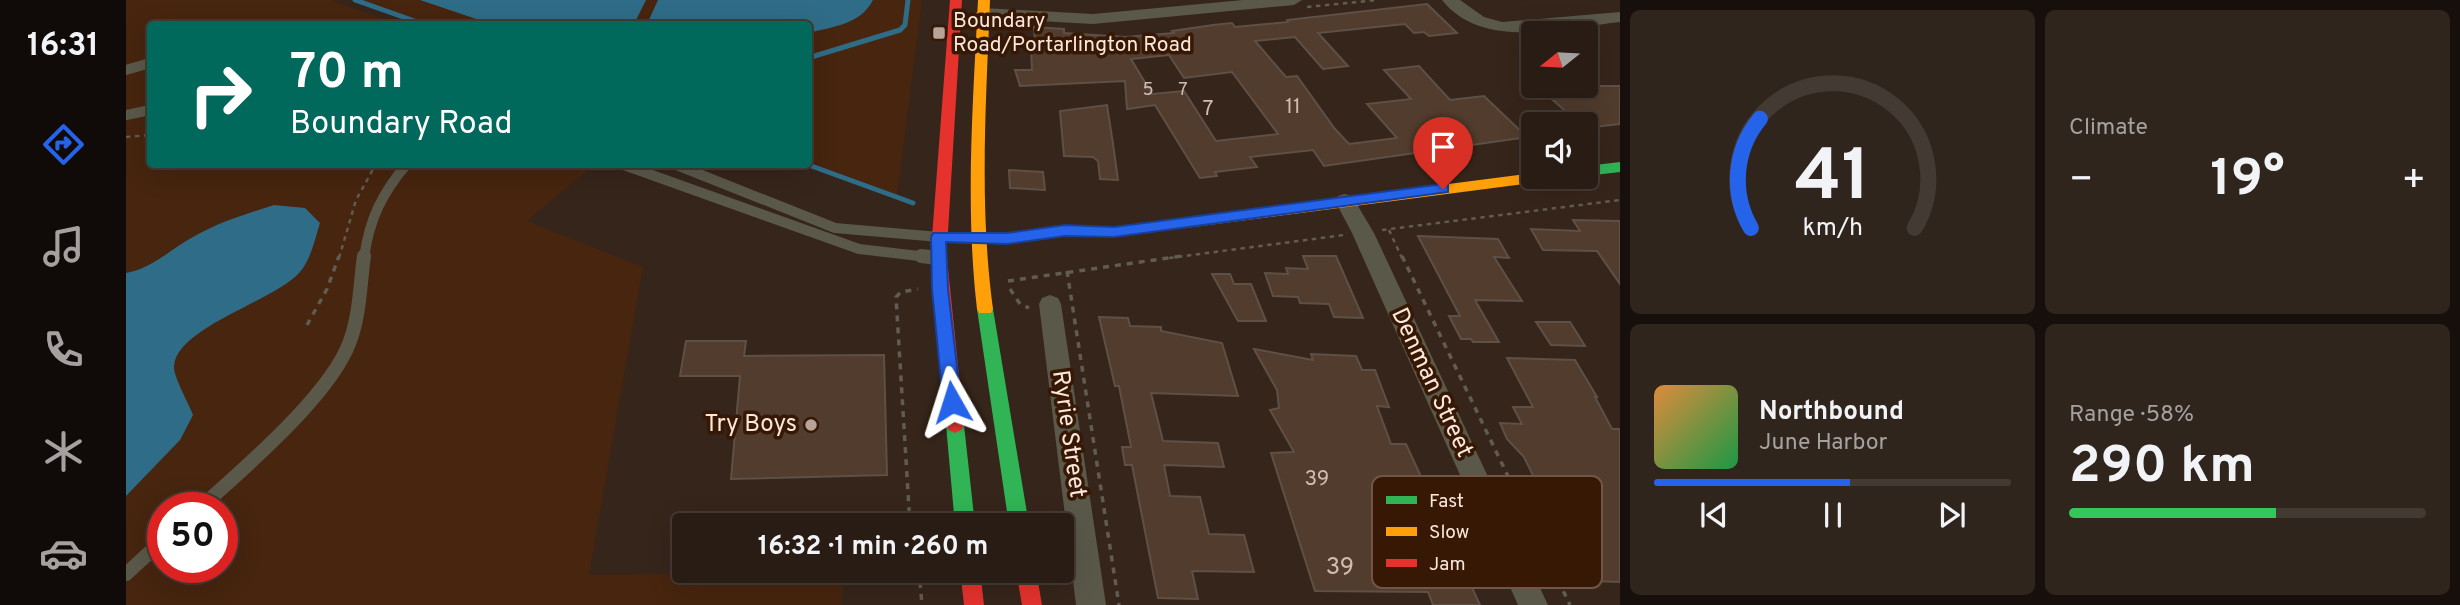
<!DOCTYPE html>
<meta charset="utf-8">
<style>
:root{--surface:#281c14;--page:#30251d;--text:#f1f3f6;--muted:#a5a1a0;--line:#443a34;--accent:#2563eb}
body{margin:0;font-family:Overpass,sans-serif;background:var(--page);color:var(--text);height:100vh;display:flex;flex-direction:column;font-size:26px;white-space:nowrap}
*{box-sizing:border-box;margin:0}
p{font-size:23px;color:var(--muted)}
.icon{flex:none;width:38px;height:38px;fill:none;stroke:currentColor;stroke-width:2;stroke-linecap:round;stroke-linejoin:round}
.map{position:relative;flex:1;overflow:hidden}
.drawer{display:flex;flex-direction:column;gap:10px;padding:10px;background:#160f0b;width:840px}
.drawer>*{flex:none}
.guide{position:absolute;left:21px;top:21px;width:665px;height:147px;border-radius:7px;box-shadow:0 7px 28px #0002,0 0 0 2px var(--line);background:#00695c;color:#fff;overflow:hidden}
.needle{width:46px;rotate:252deg}
.fabs{position:absolute;left:1395px;top:21px;display:grid;gap:14px}
.fabs a{display:grid;place-items:center;width:77px;height:77px;border-radius:7px;background:var(--surface);box-shadow:0 7px 28px #0002,0 0 0 2px var(--line);font-size:35px}
.speed{position:absolute;left:21px;top:492px;display:flex;gap:14px;font-size:35px;font-weight:700;text-align:center}
.speed>*{display:grid;place-content:center;width:91px;height:91px;border-radius:50%;background:var(--surface);box-shadow:0 7px 28px #0002,0 0 0 2px var(--line);line-height:1}
.speed .limit{border:10px solid #d22;background:#fff;color:#111}
.pin{position:absolute;display:grid;place-items:center;width:60px;height:60px;color:#fff;margin:-72px -30px;border-radius:50% 50% 50% 0;rotate:-45deg;box-shadow:0 0 7px #0007}
.pin .icon{rotate:45deg}
.me{position:absolute;width:77px;margin:-38px;rotate:354deg;stroke-linejoin:round;filter:drop-shadow(0 0 5px #0008)}
.turn{display:flex;align-items:center;gap:24px;height:147px;padding:0 28px;font-size:32px}
.turn .icon{width:91px;height:91px;stroke-width:2.5}
.turn b{display:block;font-size:49px;line-height:60px}
.big{font-size:52px;font-weight:700;line-height:1.1}
.drawer .widget{flex:1;display:flex;flex-direction:column;justify-content:center;gap:10px;min-width:0;padding:0 24px;border-radius:10px;background:var(--page)}
.drawer .dial{align-items:center;gap:0}
.dial svg{height:182px;overflow:visible;fill:none;stroke:var(--line);stroke-width:7;stroke-linecap:round;text-anchor:middle}
.dial text{fill:var(--text);stroke:none}
.song{display:flex;align-items:center;gap:21px}
.cover{width:84px;height:84px;border-radius:10px;background:linear-gradient(135deg,hsl(30 70% 55%),hsl(140 70% 35%))}
.played{height:7px;border-radius:4px;background:linear-gradient(90deg,var(--accent) 55%,var(--line) 55%)}
.keys{display:flex;justify-content:space-around;direction:ltr}
.heat{display:flex;justify-content:space-between;align-items:center;font-size:38px;direction:ltr}
.charge{height:10px;border-radius:5px;background:linear-gradient(90deg,#34c759 58%,var(--line) 0)}
.drawer .tiles{flex:1;display:grid;gap:10px;grid-template-columns:repeat(2,1fr)}
.trip{position:absolute;left:546px;top:513px;width:402px;height:70px;border-radius:7px;background:var(--surface);box-shadow:0 7px 28px #0002,0 0 0 2px var(--line);font-weight:700;line-height:70px;text-align:center}
main{display:flex;flex:1;min-height:0}
.tabs{display:flex;flex-direction:column;width:126px;justify-content:space-around;align-items:center;background:#100b08;color:var(--muted)}
.tabs .icon{width:49px;height:49px}
.tabs .on{color:var(--accent)}
.tabs b{font-size:32px;color:var(--text)}
.map>svg:first-child{display:block}
.built{fill:#47250f;fill-rule:evenodd}
.water{fill:#2f6c87}
.lines{fill:none;stroke-linecap:round;stroke-linejoin:round}
.stream{stroke:#2f6c87;stroke-width:5}
.building{fill:#513c2d;stroke:#5e5047;stroke-width:2;fill-rule:evenodd}
.path-far1{stroke:#615c51;stroke-width:2.5;stroke-dasharray:4.5 4.5;stroke-linecap:butt}
.path{stroke:#615c51;stroke-width:3.5;stroke-dasharray:6 6;stroke-linecap:butt}
.lane-far1{stroke:#5a5849;stroke-width:10}
.lane{stroke:#5a5849;stroke-width:14}
.street{fill:#5a5849;fill-rule:evenodd}
.fast{fill:#30b455;fill-rule:evenodd}
.slow{fill:#ff9f0a;fill-rule:evenodd}
.jam{fill:#e5322d;fill-rule:evenodd}
.route{fill:#2563eb;stroke:#184099;stroke-width:2}
.poi-dot{fill:#b7a397;stroke:#361805;stroke-width:2.5}
.labels{text-anchor:middle;dominant-baseline:central;stroke-width:7;stroke-linejoin:round;paint-order:stroke}
.far-number-label{font-size:18px;fill:#d1bcb0}
.far-poi-label{font-size:21px;fill:#fce7db;stroke:#361805;text-anchor:start}
.number-label{font-size:21px;fill:#d1bcb0}
.street-label{font-size:24px;fill:#fce7db;stroke:#361805}
.poi-label{font-size:24px;fill:#fce7db;stroke:#361805;text-anchor:end}
.near-number-label{font-size:24px;fill:#d1bcb0}
.key{fill:#361805;stroke:#715645;stroke-width:2}
.key-label{font-size:19px;fill:#fce7db}
</style>
<main>
<nav class="tabs">
<b>16:31</b>
<svg class="icon on" aria-label="directions" viewBox="0 0 24 24"><path d="M12 3l9 9-9 9-9-9zM9 14v-3h6M13 9l2 2-2 2"/></svg>
<svg class="icon" aria-label="music" viewBox="0 0 24 24"><path d="M9 18V5l10-2v13"/><circle cx="6" cy="18" r="3"/><circle cx="16" cy="16" r="3"/></svg>
<svg class="icon" aria-label="phone" viewBox="0 0 24 24"><path d="M5 4h4l2 5-3 2q2 4 5 5l2-3 5 2v4C11 20 4 13 5 4z"/></svg>
<svg class="icon" aria-label="climate" viewBox="0 0 24 24"><path d="M12 3v18M4 7l16 10M4 17L20 7"/></svg>
<svg class="icon" aria-label="car" viewBox="0 0 24 24"><path d="M5 17H2v-5l4-1 3-4h7l3 4 3 1v5h-3M9 17h6M6 11h13"/><circle cx="7" cy="17" r="2"/><circle cx="17" cy="17" r="2"/></svg>
</nav>
<div class="map">
<svg width="1494" height="605" viewBox="0 0 1494 605">
<rect width="100%" height="100%" fill="#36251a"/>
<path class="built" d="M0 0H204L272 24H24V164L468 165 401 221 517 267 463 575 716 571V605H0ZM37 508H96V567H37Z
M226 0H796L771 197 680 165 682 164V24H294Z"/>
<path class="water" d="M294 0H520L508 24H365Z
M532 0H747C734 25 708 26 683 33L682 24H521Z
M148 205 179 208 194 223C189 239 185 259 174 272 149 301 51 327 48 366 47 376 63 404 67 415L54 440 0 496V273C25 269 45 249 67 237 93 222 120 214 148 205Z"/>
<g class="lines">
<path class="stream" d="M229 0 297 24
M682 58 774 30 779 25 782 0
M680 164 787 203"/>
</g>
<path class="building" d="M1301 4 1331 33 1303 36 1298 32 1288 33 1279 24 1192 33 1222 66 1197 69 1169 37 1129 41 1160 77 1171 76 1209 129 1223 144 1271 138 1241 104 1285 99 1258 70 1293 66 1324 100 1358 96 1401 137 1198 166 1187 150 1124 157 1131 167 1089 172 1091 176 1074 178 1029 105 1001 109 999 81 894 86 889 70H906L905 48 909 45 908 27 938 29V33L999 37 1048 33 1046 31 1087 25 1106 23 1109 27 1162 22 1161 20ZM1043 55 1058 78 1106 72 1152 134 1090 141 1058 91 1026 94 1005 59Z
M1411 86H1494V124L1460 128V124H1454Z
M981 105 987 144 992 180 974 179 972 161 967 157 938 156 934 111Z
M883 170 917 172 919 190 884 188Z
M1447 220 1494 221V284L1471 251 1417 250 1405 229 1454 231Z
M1292 236 1372 239 1383 258 1368 257 1396 301 1349 300 1373 342H1347L1345 339H1335L1323 316H1334Z
M1177 256H1210L1237 318 1208 317 1203 304 1174 303 1172 297 1147 296 1139 273 1162 274 1160 268 1182 269Z
M1086 274H1104L1108 284H1125L1140 321H1112Z
M973 317 1002 318 1004 326 1035 327V331L1096 343 1112 396 1025 393 1037 441 1092 443 1098 467 1038 465 1044 496 1074 497 1083 534 1118 535 1128 572 1066 571 1072 599 1032 598 1006 465H999L996 447H1005L993 386H989Z
M1410 322H1444L1459 346 1425 345Z
M560 341H620L618 356 758 355 761 475 605 479 614 376H554Z
M1128 349 1187 360 1185 354 1230 356 1236 370H1249L1263 407 1251 406 1265 444H1280L1354 605H1307L1302 592 1189 591 1145 453 1168 452 1144 410 1153 408 1151 390Z
M1381 358 1449 360 1471 397H1469L1486 429H1494V582L1467 581 1451 552 1468 553 1432 488H1413L1398 457 1381 439 1374 423 1396 424 1387 407H1407Z"/>
<g class="lines">
<path class="path-far1" d="M1181 7 1252 0
M0 137 24 135
M1256 230 1494 200
M1263 230 1276 258
M213 258 230 200 250 164
M1043 258 1218 235"/>
<path class="path" d="M1276 256 1444 605
M941 271 993 605
M882 281 1056 256
M884 289 894 304 903 308
M181 325 201 289 213 256
M784 525 770 297 775 292 792 289
M793 570 796 605"/>
<path class="lane-far1" d="M0 70 24 63
M0 115 24 110
M495 164 733 249 810 258
M548 164 709 228 813 237
M238 258C243 220 256 193 281 164"/>
<path class="lane" d="M795 256 812 258
M74 508C117 469 205 395 224 341 234 314 234 284 238 256
M0 574 37 540"/>
<path class="street" d="M1117 0H1176L1168 5 967 24 857 18 849 13 857 8 967 14Z
M1316 0H1334L1358 17 1376 22 1494 12V22C1438 28 1356 51 1316 0Z
M1219 194 1226 196 1248 233 1422 605H1392L1226 233 1209 201 1212 196Z
M924 295 932 298 935 304 980 605H950L913 304 916 298Z"/>
<path class="fast" d="M1494 162V172L1460 176V166Z
M859 303 865 305 867 309 903 525H883L851 309 853 305Z
M829 417 835 420 838 425 849 525H829L820 425 823 420Z"/>
<path class="slow" d="M852 0H864C860 104 853 206 867 309L865 313H853L851 309C839 206 847 103 852 0Z
M1407 173V177H1421L1414 182 1059 228 1052 223 1059 218Z"/>
<path class="jam" d="M824 0H836L822 232 881 234 939 225 988 227 1059 218 1066 223 1059 228 988 237 939 235 881 244 821 243V258L838 425 835 430 829 433 823 430 820 425 806 237Z
M834 570H854L858 605H838Z
M890 570H910L916 605H896Z"/>
</g>
<path class="route" d="M1317 184 1322 185V192L988 237 939 236 881 244 820 242 822 289 835 402 832 408 826 410 820 408 817 402 806 289 805 237 807 233H881L939 225 988 227Z"/>
<g class="poi-dot">
<rect x="806" y="26" width="14" height="14" rx="3.5"/>
<circle cx="685" cy="425" r="7"/>
</g>
<g class="labels">
<g class="far-number-label">
<text x="1022" y="90">5</text>
<text x="1057" y="90">7</text>
</g>
<g class="far-poi-label">
<text x="827" y="21">Boundary<tspan x="827" dy="24">Road/Portarlington Road</tspan></text>
</g>
<g class="number-label">
<text x="1167" y="107">11</text>
<text x="1082" y="109">7</text>
<text x="1191" y="479">39</text>
</g>
<g class="street-label">
<text transform="translate(1305 383) rotate(65)">Denman Street</text>
<text transform="translate(942 434) rotate(82)">Ryrie Street</text>
</g>
<g class="poi-label">
<text x="671" y="425">Try Boys</text>
</g>
<g class="near-number-label">
<text x="1214" y="568">39</text>
</g>
</g>
<rect x="1246" y="476" width="230" height="112" rx="10" class="key"/>
<rect x="1260" y="496" width="31" height="8" fill="#30b455"/>
<rect x="1260" y="527" width="31" height="9" fill="#ff9f0a"/>
<rect x="1260" y="559" width="31" height="8" fill="#e5322d"/>
<g class="key-label">
<text x="1303" y="507">Fast</text>
<text x="1303" y="538">Slow</text>
<text x="1303" y="570">Jam</text>
</g>
</svg>
<div class="fabs">
<a><svg class="needle" viewBox="-14 -14 28 28"><path d="M0-13l5 13h-10z" fill="#e53935"/><path d="M0 13l5-13h-10z" fill="#a5a1a0"/></svg></a>
<a><svg class="icon" aria-label="sound" viewBox="0 0 24 24"><path d="M4 9h4l5-4v14l-5-4H4zM17 9q2 3 0 6"/></svg></a>
</div>
<div class="speed"><div class="limit">50</div></div>
<div class="pin" style="left:1317px;top:189px;background:#d93025"><svg class="icon" aria-label="arrive" viewBox="0 0 24 24"><path d="M6 21V4h12l-3 4 3 4H6"/></svg></div>
<svg class="me" style="left:826px;top:402px" viewBox="-20 -20 40 40"><path d="M0-17L14 15 0 8-14 15z" fill="#2563eb" stroke="#fff" stroke-width="4"/></svg>
<div class="trip">16:32 · 1 min · 260 m</div>
<div class="guide">
<div class="turn"><svg class="icon" aria-label="right" viewBox="0 0 24 24"><path d="M7 20v-9h11M14 6l5 5-5 5"/></svg><div><b>70 m</b>Boundary Road</div></div>
</div>
</div>
<section class="drawer">
<div class="tiles">
<div class="widget dial"><svg viewBox="0 0 100 80">
<path d="M14 69A42 42 0 1 1 86 69"/>
<path d="M14 69A42 42 0 0 1 18 21" stroke="#2563eb"/>
<text x="50" y="56" font-size="32" font-weight="700">41</text>
<text x="50" y="72" font-size="11">km/h</text>
</svg></div>
<div class="widget"><p>Climate</p>
<div class="heat"><a>−</a><b class="big">19°</b><a>+</a></div>
</div>
<div class="widget">
<div class="song"><i class="cover"></i><div><b>Northbound</b><p>June Harbor</p></div></div>
<div class="played"></div>
<div class="keys"><svg class="icon" aria-label="previous" viewBox="0 0 24 24"><path d="M18 5L8 12l10 7zM5 5v14"/></svg><svg class="icon" aria-label="pause" viewBox="0 0 24 24"><path d="M8 5v14M16 5v14"/></svg><svg class="icon" aria-label="next" viewBox="0 0 24 24"><path d="M6 5l10 7-10 7zM19 5v14"/></svg></div>
</div>
<div class="widget"><p>Range · 58%</p><b class="big">290 km</b><div class="charge"></div></div>
</div>
</section>
</main>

§

__TASK__: Out of the records, collect only those lines that contain the string "accent".

__ANSWER FOR THIS EXERCISE__:
:root{--surface:#281c14;--page:#30251d;--text:#f1f3f6;--muted:#a5a1a0;--line:#443a34;--accent:#2563eb}
.played{height:7px;border-radius:4px;background:linear-gradient(90deg,var(--accent) 55%,var(--line) 55%)}
.tabs .on{color:var(--accent)}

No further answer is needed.